The South is a war zone, and not everyone they meet is sympathetic to the emancipation of black slaves. Sarny and Lucy witness skirmishes between soldiers in blue and ones in gray, as heavy artillery and swords of steel release geysers of blood on the battlefields. Many soldiers are just teenagers, frightened of what awaits after death. Trying to walk more than thirty miles a day is exhausting, but Sarny is desperate to catch up to her children. She has to be careful, though; there's no telling what some men would do to her or a pretty girl like Lucy without any lawmen in sight to ensure they don't. Sarny has seen torment in her quarter century of life, but she catches a break en route to the Crescent City. A wealthy Southern lady named Miss Laura passes them in her wagon, and offers Sarny and Lucy employment for an impressive monthly sum. Miss Laura is headed home to New Orleans, and she promises to help Sarny track down her children if she signs on to work for her, not as a slave but as a consensual employee. This looks like the beginning of something good.
Signs of war are dissipating in New Orleans, and Miss Laura settles in at her mansion with Sarny and Lucy as her new domestic help. Miss Laura sends word through her contacts in the city that Sarny is looking for her kids, but it's a twist of pure happenstance that returns to Sarny what is rightfully hers, at the first of many elaborate parties Miss Laura hosts at the mansion. The Southern belle has satisfied the most intense longing of Sarny's heart within a matter of days; it's almost too sweet to believe that Sarny's haphazard journey to New Orleans ended this way. She has children to raise and a well-paying job in service to a woman who always opposed slavery. Miss Laura's profession may have morally dubious aspects, but Sarny is content to mind her own business. She ignores all warnings and sets up a school for blacks, children and adults alike, continuing John's legacy by teaching them to read. Miss Laura funds Sarny's entire project. Some white folks stand against Sarny's efforts to educate black citizens, but Miss Laura rebuilds the school time after time when Ku Klux Klan terrorists torch it. Even as Delie and Tyler grow into capable adults, Sarny finds her life purpose spreading a love of learning among the black population, starting in New Orleans and expanding across the country. Though tragedy isn't completely relegated to her past, Sarny derives joy from showing black men and women in America that they need not bow the knee to the benevolent bigotry of white overlords. Blacks can create any life they choose, and it starts with the written word.

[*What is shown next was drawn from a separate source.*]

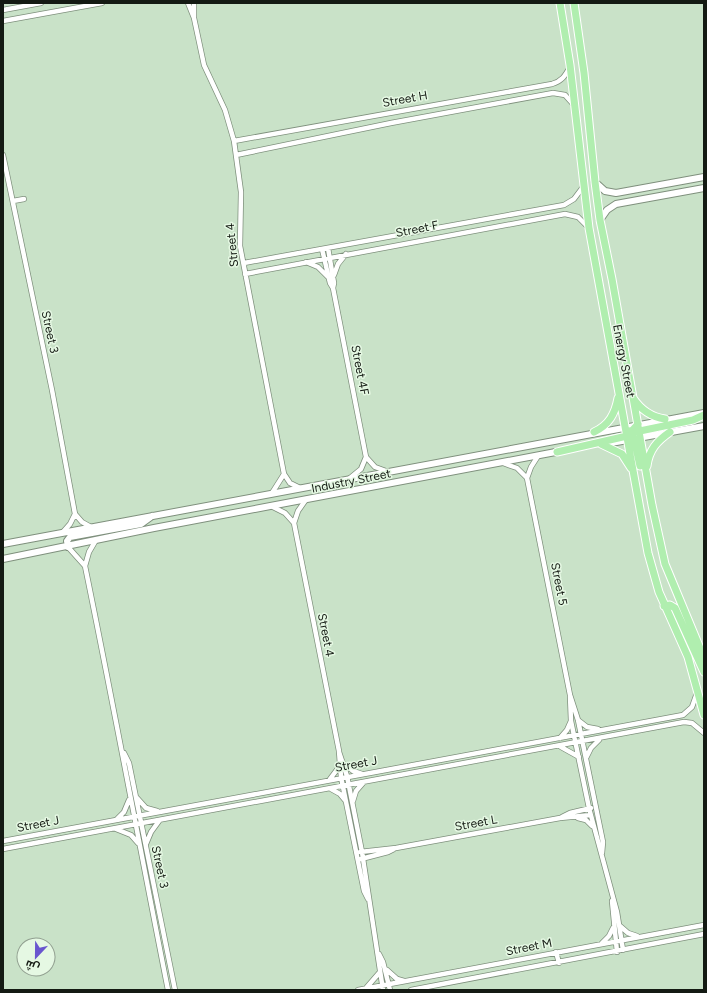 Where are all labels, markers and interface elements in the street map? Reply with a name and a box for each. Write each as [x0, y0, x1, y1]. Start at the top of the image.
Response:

"We each live in our own time...And we must do the best we can with our time. Those who came before weren't as lucky as us and we aren't as lucky as some who may come later. We must still live in our own time and do the best we can."
—Miss Laura, Sarny, P. 92
Slavery around the globe is a blight on human history. In the United States, the torture that some owners inflicted on their slaves is grotesque, but even "kind" owners were committing atrocity. The men, women, and kids imported from Africa as chattel had natural gifts to offer the world in every profession, but were prevented from doing so by having their labor stolen. They couldn't define and develop their talents because slave owners wouldn't let them. How much productivity was lost to America because this large portion of the populace was forbidden to put their skills on the open market for everyone's benefit? We'll never know what might have been, but Sarny's life demonstrates what could arise from a legitimate job offered to a pair of young ladies after years of slavery: Sarny and Lucy become wealthy through hard, honest work, as prosperous as anyone in the post-war South.
Though Sarny has reason to reflexively distrust and even hate all whites, she refuses to fall into the bitterness trap. On the road to New Orleans, still not sure if Delie and Tyler are alive, Sarny and Lucy watch a clash between Union and Confederate soldiers. Sarny recognizes the significance of blue versus gray uniforms, but Lucy hardly pays attention to that. "They're all white, ain't they? I hope they all kill each other. Wouldn't bother me if every damn one of them died." Lucy's feeling is understandable, but Sarny won't lump all the men together. "They're all white but all whites ain't bad...Half of them are fighting to keep you in slavery but the other half are dressed in blue. Fighting to make you free. Fighting and dying and for you..." We make a critical error when we categorize people by skin color, assuming their values and history based on immutable characteristics rather than the color of the ideological garments they don. Blue versus gray in the Civil War was freedom versus tyranny, the battle for individuals to map their own destiny regardless of skin color and not be controlled by people who presumed the right to run their lives. By recognizing the true dividing point between good and evil, Sarny ensured she would never get the two mixed up over the course of her long life.
Gary Paulsen has written some outstanding historical fiction, The Rifle and Woods Runner being among his best. Sarny isn't a mind-blowing multigenerational saga like The Rifle, or as suspenseful as Woods Runner, but it's a platform for deep thought for any reader willing to reflect on the story. At times Sarny enjoys good fortune to an extent that teeters on unbelievable, but that tipping point is never crossed, and after a lifetime of cruel deprivation Sarny is entitled to some luck. She leverages her unassailable work ethic to get the most out of every opportunity, and that's the difference between Sarny and others who may have failed in her situation. This novel is vintage Gary Paulsen, a work of art that every kid of a certain age and above would benefit from. I know it had a positive impact on me.